### Task to carry out
Check every line of the data below for the string "strokeStyle", and copy the ones that hold it.

### Provided entries
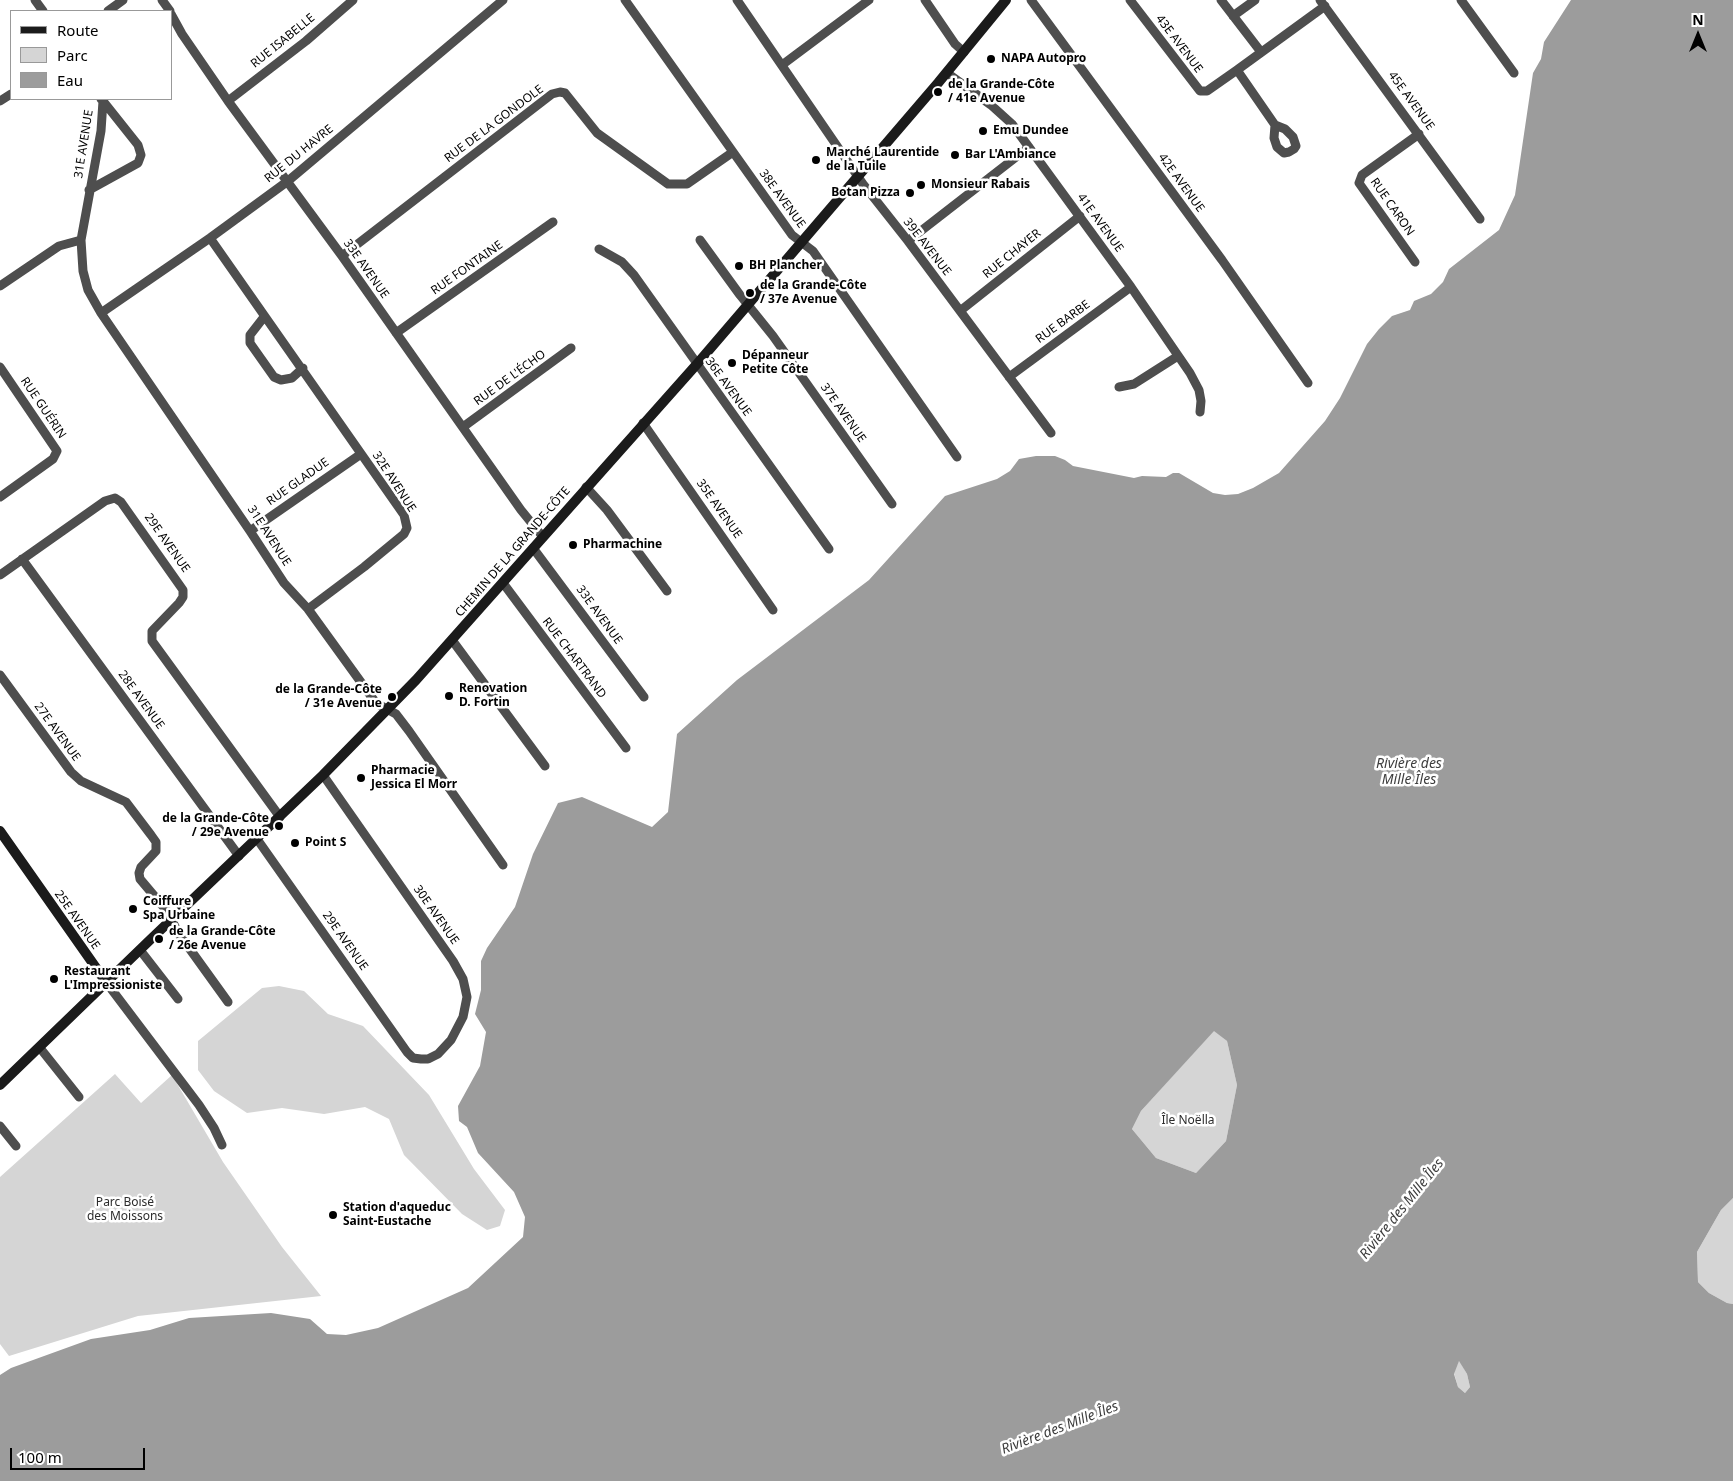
<!DOCTYPE html>
<meta charset="utf-8">
<style>
body{margin:0}
#map{position:relative;width:1733px;height:1481px;overflow:hidden;background:#fff;font-family:"Noto Sans",sans-serif}
canvas{display:block}
.legend{position:absolute;left:10px;top:10px;width:162px;height:90px;box-sizing:border-box;background:#fff;border:1px solid #999;margin:0;padding:6px 9px;list-style:none;font-size:15px;color:#000}
.legend li{display:flex;align-items:center;gap:10px;height:25px}
.legend b{width:25px;border:1px solid #999}
.north{position:absolute;left:1673px;top:10px;width:50px;height:50px;-webkit-text-stroke:4px #fff;paint-order:stroke;rotate:0deg;font-size:14px;font-weight:700;line-height:20px;text-align:center;color:#000}
.north::after{content:'';display:block;margin:auto;width:18px;height:22px;background:#000;clip-path:polygon(50% 0,100% 100%,50% 72%,0 100%)}
.scale{position:absolute;left:10px;top:1448px;width:135px;height:22px;box-sizing:border-box;border:2px solid #000;border-top:0;padding-left:6px;font-size:15px;line-height:18px;white-space:nowrap;color:#000;-webkit-text-stroke:4px #fff;paint-order:stroke}
</style>
<div id="map">
<canvas width="1733" height="1481"></canvas>
<ul class="legend">
<li><b style="height:6px;background:#1b1b1b"></b>Route</li>
<li><b style="height:14px;background:#d5d5d5"></b>Parc</li>
<li><b style="height:14px;background:#9c9c9c"></b>Eau</li>
</ul>
<div class="north">N</div>
<div class="scale">100 m</div>
</div>
<script>
const g = document.querySelector('canvas').getContext('2d');
g.lineJoin = 'round';
function paint(path, color) {
  g.fillStyle = color;
  g.fill(path, 'evenodd');
}
function poly(rows) {
  const path = new Path2D();
  for (const r of rows) {
    path.moveTo(r[0], r[1]);
    for (let i = 2; i < r.length; i += 2) path.lineTo(r[i], r[i + 1]);
  }
  return path;
}
function strokePath(path, color, width, dash) {
  g.strokeStyle = color;
  g.lineWidth = width;
  g.lineCap = dash ? 'butt' : 'round';
  g.setLineDash(dash || []);
  g.stroke(path);
}
function drawText(font, color, halo, rows, align = 'center') {
  g.font = font + ' "Noto Sans",sans-serif';
  g.lineWidth = 5;
  g.setLineDash([]);
  g.textBaseline = 'middle';
  g.strokeStyle = halo;
  g.fillStyle = color;
  for (const [text, x, y, turn = 0] of rows) {
    g.save();
    g.translate(x, y);
    g.rotate((+turn || 0) * Math.PI / 180);
    g.textAlign = isNaN(turn) ? turn : align;
    if (halo) g.strokeText(text, 0, 0);
    g.fillText(text, 0, 0);
    g.restore();
  }
}
paint(poly([
 [279,986,304,991,328,1014,363,1026,429,1095,474,1169,505,1210,500,1226,487,1230,462,1214,404,1155,389,1119,365,1107,324,1114,282,1108,247,1113,214,1091,198,1070,198,1041,262,988],
 [1214,1030,1227,1041,1237,1085,1226,1141,1196,1173,1156,1158,1132,1129,1141,1111],
 [115,1074,141,1103,172,1075,223,1162,282,1247,321,1296,138,1316,9,1356,0,1344,0,1177],
 [1733,1198,1733,1304,1727,1303,1709,1293,1698,1282,1697,1252,1721,1210],
 [1459,1360,1467,1374,1470,1387,1465,1393,1458,1387,1454,1373]
]), '#d5d5d5');
paint(poly([
 [1571,0,1733,0,1733,1198,1721,1210,1697,1252,1698,1282,1709,1293,1727,1303,1733,1304,1733,1481,0,1481,0,1375,11,1368,91,1339,150,1330,189,1318,271,1313,310,1319,327,1334,346,1335,378,1328,468,1288,523,1237,525,1217,514,1192,478,1153,467,1127,459,1121,458,1106,480,1066,486,1032,475,1014,481,990,481,961,487,948,515,907,533,854,558,803,582,797,652,827,668,812,677,734,737,680,869,580,945,496,997,479,1010,471,1019,459,1036,456,1055,456,1065,460,1073,466,1134,478,1142,476,1166,477,1173,473,1179,473,1213,493,1225,495,1238,494,1253,488,1279,473,1325,421,1340,398,1367,344,1379,329,1392,316,1410,310,1414,301,1431,294,1443,282,1449,269,1499,230,1515,195,1533,73,1541,59,1544,42],
 [1214,1031,1227,1041,1237,1085,1226,1141,1196,1173,1156,1158,1132,1129,1141,1111],
 [1459,1361,1467,1374,1470,1387,1465,1393,1458,1387,1454,1374]
]), '#9c9c9c');
strokePath(poly([
 [35,0,43,11],
 [162,0,170,11],
 [625,0,792,235,813,251,957,457],
 [737,0,863,184,908,241,1051,433],
 [925,0,955,44,964,52],
 [1031,0,1222,260,1308,383],
 [1130,0,1200,91,1207,91,1237,70],
 [1221,0,1261,52],
 [1320,0,1480,219],
 [1461,0,1514,73],
 [108,11,123,0],
 [171,14,182,34,228,101,342,256,521,510,543,537],
 [1233,16,1255,0],
 [782,65,869,0],
 [947,73,991,105,1012,124,1131,287,1190,373,1199,390,1201,401,1200,412],
 [101,99,103,101,101,131,81,240,83,271,88,290,101,313,250,531,284,583,308,609,376,703,396,714,409,731,503,865],
 [0,101,11,94],
 [228,101,306,41,353,0],
 [1275,125,1274,138,1277,147,1284,153,1289,152,1294,149,1296,146,1293,137,1285,129,1275,125,1237,70,1325,6],
 [89,190,138,163,141,155,138,145,103,101],
 [210,238,404,515,407,528,404,534,364,567,308,609],
 [700,240,740,295,773,336,892,504],
 [908,241,1029,147],
 [599,249,622,262,634,275,829,549],
 [342,256,552,94,560,92,565,93,597,133,668,184,687,184,733,152],
 [1415,262,1359,183,1362,175,1419,134],
 [0,286,59,246,81,240],
 [960,311,1080,216],
 [101,313,210,238,288,181,503,0],
 [264,317,250,335,250,343,274,377,281,380,292,378,303,368],
 [396,333,553,222],
 [0,367,57,451,53,459,0,497],
 [1009,377,1131,287],
 [1119,387,1134,384,1178,356],
 [643,423,773,610],
 [463,427,571,348],
 [586,487,607,510,667,591],
 [250,531,361,454],
 [533,548,644,697],
 [22,559,239,856],
 [0,575,105,501,115,498,121,502,183,590,183,597,179,603,152,631,152,641,280,817],
 [503,583,626,748],
 [452,640,545,766],
 [0,675,71,772,81,781,126,802,151,835,156,842,156,851,141,867,139,873,140,879,167,911,179,934,228,1002],
 [257,839,407,1052,413,1058,421,1059,428,1059,438,1054,451,1040,463,1017,467,997,463,979,453,961,323,775],
 [140,950,178,999],
 [106,982,199,1105,214,1128,222,1145],
 [40,1048,79,1097],
 [0,1126,16,1146]
]), '#4e4e4e', 9);
strokePath(poly([
 [0,831,106,982],
 [0,1085,151,939,323,775,416,680,697,364,938,83,1006,0]
]), '#1b1b1b', 10);
for (const [x, y, r, color] of [
 [991,59,5,"#000"],
 [938,92,5,"#000"],
 [983,131,5,"#000"],
 [955,155,5,"#000"],
 [816,160,5,"#000"],
 [921,185,5,"#000"],
 [910,193,5,"#000"],
 [739,266,5,"#000"],
 [750,293,5,"#000"],
 [732,363,5,"#000"],
 [573,545,5,"#000"],
 [449,696,5,"#000"],
 [392,697,5,"#000"],
 [361,778,5,"#000"],
 [279,826,5,"#000"],
 [295,843,5,"#000"],
 [133,909,5,"#000"],
 [159,939,5,"#000"],
 [54,979,5,"#000"],
 [333,1215,5,"#000"]
]) {
  const dot = new Path2D();
  dot.arc(x, y, r, 0, 2 * Math.PI);
  g.fillStyle = color;
  g.fill(dot);
  strokePath(dot, '#fff', 2);
}
drawText('12px', '#000', '#fff', [
 ["RUE ISABELLE",283,41,-39],
 ["43E AVENUE",1179,44,53],
 ["45E AVENUE",1411,101,54],
 ["RUE DE LA GONDOLE",494,124,-37],
 ["31E AVENUE",84,144,-81],
 ["RUE DU HAVRE",299,154,-39],
 ["42E AVENUE",1181,183,54],
 ["38E AVENUE",782,199,54],
 ["RUE CARON",1392,207,55],
 ["41E AVENUE",1100,223,54],
 ["39E AVENUE",927,247,52],
 ["RUE CHAYER",1012,254,-39],
 ["RUE FONTAINE",467,268,-35],
 ["33E AVENUE",366,269,55],
 ["RUE BARBE",1063,322,-36],
 ["RUE DE L'ÉCHO",510,378,-36],
 ["36E AVENUE",728,387,54],
 ["RUE GUÉRIN",43,408,56],
 ["37E AVENUE",843,413,55],
 ["RUE GLADUE",298,482,-35],
 ["32E AVENUE",394,482,57],
 ["35E AVENUE",719,509,55],
 ["31E AVENUE",269,536,57],
 ["29E AVENUE",167,543,55],
 ["CHEMIN DE LA GRANDE-CÔTE",513,552,-49],
 ["33E AVENUE",599,615,54],
 ["RUE CHARTRAND",574,658,53],
 ["28E AVENUE",141,700,54],
 ["27E AVENUE",57,732,54],
 ["30E AVENUE",436,915,55],
 ["25E AVENUE",77,920,55],
 ["29E AVENUE",345,941,55]
]);
drawText('bold 12px', '#000', '#fff', [
 ["NAPA Autopro",1001,59],
 ["de la Grande-Côte",948,85],
 ["/ 41e Avenue",948,99],
 ["Emu Dundee",993,131],
 ["Marché Laurentide",826,153],
 ["de la Tuile",826,167],
 ["Bar L'Ambiance",965,155],
 ["Monsieur Rabais",931,185],
 ["Botan Pizza",900,193,"right"],
 ["BH Plancher",749,266],
 ["de la Grande-Côte",760,286],
 ["/ 37e Avenue",760,300],
 ["Dépanneur",742,356],
 ["Petite Côte",742,370],
 ["Pharmachine",583,545],
 ["Renovation",459,689],
 ["D. Fortin",459,703],
 ["de la Grande-Côte",382,690,"right"],
 ["/ 31e Avenue",382,704,"right"],
 ["Pharmacie",371,771],
 ["Jessica El Morr",371,785],
 ["de la Grande-Côte",269,819,"right"],
 ["/ 29e Avenue",269,833,"right"],
 ["Point S",305,843],
 ["Coiffure",143,902],
 ["Spa Urbaine",143,916],
 ["de la Grande-Côte",169,932],
 ["/ 26e Avenue",169,946],
 ["Restaurant",64,972],
 ["L'Impressioniste",64,986],
 ["Station d'aqueduc",343,1208],
 ["Saint-Eustache",343,1222]
], 'left');
drawText('12px', '#2c2c2c', '#fff', [
 ["Île Noëlla",1188,1121],
 ["Parc Boisé",125,1203],
 ["des Moissons",125,1217]
]);
drawText('italic 14px', '#3d3d3d', '#fff', [
 ["Rivière des",1409,764],
 ["Mille Îles",1409,780],
 ["Rivière des Mille Îles",1402,1209,-51],
 ["Rivière des Mille Îles",1060,1428,-21]
]);
</script>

### Answer to this exercise
  g.strokeStyle = color;
  g.strokeStyle = halo;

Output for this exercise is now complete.